A: Not to my knowledge. I don’t recall anybody discussing that it was criminal misconduct.

(Levario Depo. pp. 42-44.)


   Plaintiffs also cite to the deposition testimony of Lieutenant Adams. His testimony does not support their argument either. Adams briefed Sheriff Baca, using the words “possibly stolen,” and Baca then ordered an IAB investigation, not a criminal investigation. Adams denied that he was aware of allegations that the test materials had been bought or sold. (Adams Depo. pp. 62-67.)


7 In Ganwich, the Ninth Circuit was reviewing the district court’s denial of summary judgment motions in which the defendant officers argued that they were entitled to qualified immunity.

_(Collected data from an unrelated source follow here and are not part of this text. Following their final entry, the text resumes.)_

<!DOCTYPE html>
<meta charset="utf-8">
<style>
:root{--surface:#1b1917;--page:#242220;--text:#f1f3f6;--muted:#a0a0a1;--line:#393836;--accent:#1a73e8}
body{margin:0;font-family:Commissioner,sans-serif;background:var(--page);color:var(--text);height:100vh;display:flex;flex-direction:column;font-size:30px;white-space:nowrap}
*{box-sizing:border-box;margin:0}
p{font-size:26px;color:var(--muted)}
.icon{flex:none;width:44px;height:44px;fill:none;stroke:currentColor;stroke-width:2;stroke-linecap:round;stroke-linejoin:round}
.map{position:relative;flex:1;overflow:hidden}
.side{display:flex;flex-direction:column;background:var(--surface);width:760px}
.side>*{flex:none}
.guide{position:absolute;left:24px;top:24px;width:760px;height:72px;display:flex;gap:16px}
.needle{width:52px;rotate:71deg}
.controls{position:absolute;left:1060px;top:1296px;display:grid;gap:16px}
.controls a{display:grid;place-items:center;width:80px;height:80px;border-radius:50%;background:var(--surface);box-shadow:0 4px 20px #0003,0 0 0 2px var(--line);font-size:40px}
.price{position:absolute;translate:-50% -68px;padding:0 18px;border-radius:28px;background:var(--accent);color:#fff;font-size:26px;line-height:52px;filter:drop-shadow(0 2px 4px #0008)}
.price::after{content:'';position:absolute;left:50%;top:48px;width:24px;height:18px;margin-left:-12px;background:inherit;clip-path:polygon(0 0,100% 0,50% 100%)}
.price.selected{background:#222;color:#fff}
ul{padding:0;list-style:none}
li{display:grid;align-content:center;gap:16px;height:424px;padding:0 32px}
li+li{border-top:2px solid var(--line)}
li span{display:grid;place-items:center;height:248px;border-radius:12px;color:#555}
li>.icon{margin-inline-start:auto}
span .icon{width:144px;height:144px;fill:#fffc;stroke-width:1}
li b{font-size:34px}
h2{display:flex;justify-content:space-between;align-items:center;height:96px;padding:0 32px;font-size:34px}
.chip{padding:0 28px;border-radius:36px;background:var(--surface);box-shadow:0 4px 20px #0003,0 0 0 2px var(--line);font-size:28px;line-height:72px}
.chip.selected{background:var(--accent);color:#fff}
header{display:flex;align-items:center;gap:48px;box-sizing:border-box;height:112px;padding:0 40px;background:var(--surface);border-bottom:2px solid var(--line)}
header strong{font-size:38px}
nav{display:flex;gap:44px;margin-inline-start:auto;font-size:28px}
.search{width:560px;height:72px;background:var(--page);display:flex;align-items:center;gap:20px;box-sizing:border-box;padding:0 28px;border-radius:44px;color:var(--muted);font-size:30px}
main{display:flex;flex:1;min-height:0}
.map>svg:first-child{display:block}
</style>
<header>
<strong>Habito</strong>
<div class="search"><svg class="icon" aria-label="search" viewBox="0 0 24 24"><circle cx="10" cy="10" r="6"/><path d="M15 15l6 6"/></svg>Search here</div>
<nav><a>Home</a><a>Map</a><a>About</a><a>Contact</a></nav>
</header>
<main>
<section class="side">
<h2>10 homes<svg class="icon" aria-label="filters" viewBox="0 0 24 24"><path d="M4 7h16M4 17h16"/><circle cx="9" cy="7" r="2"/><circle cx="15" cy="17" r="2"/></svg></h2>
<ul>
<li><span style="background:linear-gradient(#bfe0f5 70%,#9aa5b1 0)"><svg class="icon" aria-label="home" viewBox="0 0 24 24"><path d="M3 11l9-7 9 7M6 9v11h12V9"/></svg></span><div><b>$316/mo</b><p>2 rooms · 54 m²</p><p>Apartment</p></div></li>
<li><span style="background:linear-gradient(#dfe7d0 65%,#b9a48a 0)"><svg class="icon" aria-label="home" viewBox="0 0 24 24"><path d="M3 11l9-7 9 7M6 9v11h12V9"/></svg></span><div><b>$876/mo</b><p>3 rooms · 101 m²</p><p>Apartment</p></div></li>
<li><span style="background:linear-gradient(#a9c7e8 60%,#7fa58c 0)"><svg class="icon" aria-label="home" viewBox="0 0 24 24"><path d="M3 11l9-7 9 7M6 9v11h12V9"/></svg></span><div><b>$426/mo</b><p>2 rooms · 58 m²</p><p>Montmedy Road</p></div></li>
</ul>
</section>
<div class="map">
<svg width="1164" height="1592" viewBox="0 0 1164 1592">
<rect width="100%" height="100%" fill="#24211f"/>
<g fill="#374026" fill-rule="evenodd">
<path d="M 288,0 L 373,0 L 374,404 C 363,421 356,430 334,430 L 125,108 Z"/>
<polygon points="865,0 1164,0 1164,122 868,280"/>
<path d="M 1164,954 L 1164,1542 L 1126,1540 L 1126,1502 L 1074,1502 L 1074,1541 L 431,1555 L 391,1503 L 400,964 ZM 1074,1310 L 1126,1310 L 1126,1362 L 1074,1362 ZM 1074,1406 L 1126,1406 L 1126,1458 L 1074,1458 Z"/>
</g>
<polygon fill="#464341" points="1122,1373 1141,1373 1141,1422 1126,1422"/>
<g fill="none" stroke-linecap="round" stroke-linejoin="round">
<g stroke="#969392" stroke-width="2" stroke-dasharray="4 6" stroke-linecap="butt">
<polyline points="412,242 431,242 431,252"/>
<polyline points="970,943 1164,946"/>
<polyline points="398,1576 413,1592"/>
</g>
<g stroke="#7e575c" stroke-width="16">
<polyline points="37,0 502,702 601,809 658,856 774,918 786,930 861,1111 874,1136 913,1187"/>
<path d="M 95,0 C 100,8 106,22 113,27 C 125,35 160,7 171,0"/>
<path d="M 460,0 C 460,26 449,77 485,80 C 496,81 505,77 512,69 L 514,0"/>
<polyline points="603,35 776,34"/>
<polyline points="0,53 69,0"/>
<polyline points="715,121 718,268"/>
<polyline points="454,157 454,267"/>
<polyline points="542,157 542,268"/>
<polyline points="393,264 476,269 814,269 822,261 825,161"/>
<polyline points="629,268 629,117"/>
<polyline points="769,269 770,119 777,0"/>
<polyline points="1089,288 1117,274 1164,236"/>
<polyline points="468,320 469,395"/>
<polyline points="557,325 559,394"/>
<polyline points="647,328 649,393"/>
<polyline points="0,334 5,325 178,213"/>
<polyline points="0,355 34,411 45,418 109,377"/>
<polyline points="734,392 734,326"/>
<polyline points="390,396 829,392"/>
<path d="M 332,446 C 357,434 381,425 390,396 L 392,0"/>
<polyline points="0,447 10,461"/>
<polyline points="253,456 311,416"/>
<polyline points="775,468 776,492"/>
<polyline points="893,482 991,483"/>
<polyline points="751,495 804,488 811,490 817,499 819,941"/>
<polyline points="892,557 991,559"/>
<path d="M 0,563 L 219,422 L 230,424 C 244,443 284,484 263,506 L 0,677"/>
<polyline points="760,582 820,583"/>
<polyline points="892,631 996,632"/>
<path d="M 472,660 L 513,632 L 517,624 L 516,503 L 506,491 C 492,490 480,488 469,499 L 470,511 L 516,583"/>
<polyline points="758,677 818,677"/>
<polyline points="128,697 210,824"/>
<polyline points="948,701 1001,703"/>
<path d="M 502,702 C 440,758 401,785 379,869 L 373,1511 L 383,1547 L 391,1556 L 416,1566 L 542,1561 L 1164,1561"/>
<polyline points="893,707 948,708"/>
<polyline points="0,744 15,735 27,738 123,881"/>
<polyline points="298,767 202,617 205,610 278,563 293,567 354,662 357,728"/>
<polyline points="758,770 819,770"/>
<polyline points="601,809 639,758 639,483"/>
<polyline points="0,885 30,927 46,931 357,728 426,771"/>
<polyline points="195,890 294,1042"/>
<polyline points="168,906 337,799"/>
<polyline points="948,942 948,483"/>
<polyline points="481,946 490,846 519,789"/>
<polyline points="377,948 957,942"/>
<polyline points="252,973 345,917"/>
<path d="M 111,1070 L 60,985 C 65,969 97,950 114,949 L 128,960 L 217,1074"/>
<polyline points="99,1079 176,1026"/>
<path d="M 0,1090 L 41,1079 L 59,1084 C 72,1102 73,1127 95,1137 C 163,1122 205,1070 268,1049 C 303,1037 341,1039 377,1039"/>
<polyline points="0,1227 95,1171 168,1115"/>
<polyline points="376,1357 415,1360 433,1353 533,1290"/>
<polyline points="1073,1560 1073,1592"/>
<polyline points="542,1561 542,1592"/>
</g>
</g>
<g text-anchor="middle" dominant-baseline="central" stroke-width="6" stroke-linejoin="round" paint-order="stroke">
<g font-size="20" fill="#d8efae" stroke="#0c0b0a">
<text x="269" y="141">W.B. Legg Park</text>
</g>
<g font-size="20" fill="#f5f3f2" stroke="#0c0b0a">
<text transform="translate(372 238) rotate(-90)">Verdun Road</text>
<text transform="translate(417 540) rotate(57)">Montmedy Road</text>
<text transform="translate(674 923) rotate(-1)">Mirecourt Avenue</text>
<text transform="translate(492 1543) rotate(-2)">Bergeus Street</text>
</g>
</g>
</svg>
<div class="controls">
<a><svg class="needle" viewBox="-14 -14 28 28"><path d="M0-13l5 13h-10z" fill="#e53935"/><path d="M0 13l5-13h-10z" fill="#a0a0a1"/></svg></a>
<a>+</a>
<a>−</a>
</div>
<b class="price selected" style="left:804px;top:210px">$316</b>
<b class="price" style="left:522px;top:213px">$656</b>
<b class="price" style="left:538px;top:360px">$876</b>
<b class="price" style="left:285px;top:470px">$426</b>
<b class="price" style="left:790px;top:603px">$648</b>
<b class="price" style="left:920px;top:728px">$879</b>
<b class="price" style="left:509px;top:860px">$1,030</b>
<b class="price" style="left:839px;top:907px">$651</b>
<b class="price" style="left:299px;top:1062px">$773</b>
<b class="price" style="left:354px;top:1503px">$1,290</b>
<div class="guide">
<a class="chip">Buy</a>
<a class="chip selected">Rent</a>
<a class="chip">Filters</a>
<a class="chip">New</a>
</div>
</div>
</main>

The Ganwich court applied the two-pronged test of Saucier in holding that 1) the officers’ conduct violated the plaintiffs’ Fourth Amendment rights and 2) such violation was in contravention of clearly  established law. The Court’s citations to Ganwich are exclusively from the portion of the opinion analyzing whether the plaintiffs’ Fourth Amendment rights had been violated.


8 The court noted that even if individualized suspicion as to the plaintiffs existed, “it would not have justified the officers’ coercing the plaintiffs into back-room interrogations.” Id. at 1122 n.12. In reaching this conclusion, the court relied upon Florida v. Royer, 460 U.S. 491, 502, 75 L. Ed. 2d 229, 103 S. Ct. 1319 (1983), which held that moving a criminal suspect from an airport  concourse to a nearby police room for questioning was a “more serious intrusion ... on personal liberty than is allowable on the mere suspicion of criminal activity.” (emphases added). The question arises whether such reasoning is applicable when the state actor possesses individualized suspicion of a person for a non-criminal activity and, accordingly, detains and/or interrogates that person.